Segment Start: Working data

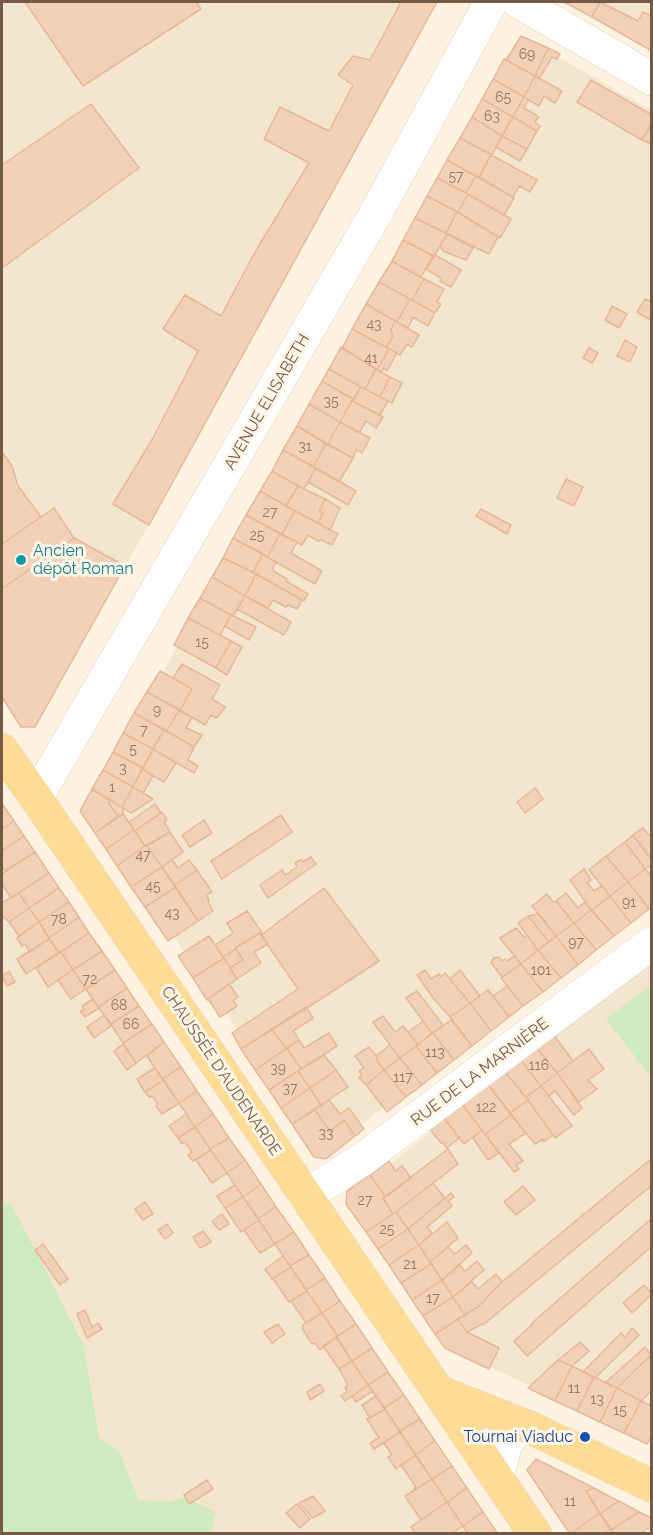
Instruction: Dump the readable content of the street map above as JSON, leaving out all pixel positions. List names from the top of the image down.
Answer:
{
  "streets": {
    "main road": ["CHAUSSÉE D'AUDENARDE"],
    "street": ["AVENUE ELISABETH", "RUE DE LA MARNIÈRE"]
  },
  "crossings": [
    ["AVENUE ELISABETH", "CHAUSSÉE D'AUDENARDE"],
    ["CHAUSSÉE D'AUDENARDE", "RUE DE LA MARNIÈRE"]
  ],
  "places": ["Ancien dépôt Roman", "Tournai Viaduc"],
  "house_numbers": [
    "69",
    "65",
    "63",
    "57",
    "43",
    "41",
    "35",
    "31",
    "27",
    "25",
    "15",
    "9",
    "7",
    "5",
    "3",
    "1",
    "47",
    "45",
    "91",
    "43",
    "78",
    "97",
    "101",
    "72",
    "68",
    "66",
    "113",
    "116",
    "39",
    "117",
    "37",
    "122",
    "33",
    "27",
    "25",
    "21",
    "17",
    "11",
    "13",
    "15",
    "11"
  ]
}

Segment End: Working data

◆ What you are asked to do ◆
Every record above must be printed exactly, except for its images.

◆ Task output ◆
Instruction: Dump the readable content of the street map above as JSON, leaving out all pixel positions. List names from the top of the image down.
Answer:
{
  "streets": {
    "main road": ["CHAUSSÉE D'AUDENARDE"],
    "street": ["AVENUE ELISABETH", "RUE DE LA MARNIÈRE"]
  },
  "crossings": [
    ["AVENUE ELISABETH", "CHAUSSÉE D'AUDENARDE"],
    ["CHAUSSÉE D'AUDENARDE", "RUE DE LA MARNIÈRE"]
  ],
  "places": ["Ancien dépôt Roman", "Tournai Viaduc"],
  "house_numbers": [
    "69",
    "65",
    "63",
    "57",
    "43",
    "41",
    "35",
    "31",
    "27",
    "25",
    "15",
    "9",
    "7",
    "5",
    "3",
    "1",
    "47",
    "45",
    "91",
    "43",
    "78",
    "97",
    "101",
    "72",
    "68",
    "66",
    "113",
    "116",
    "39",
    "117",
    "37",
    "122",
    "33",
    "27",
    "25",
    "21",
    "17",
    "11",
    "13",
    "15",
    "11"
  ]
}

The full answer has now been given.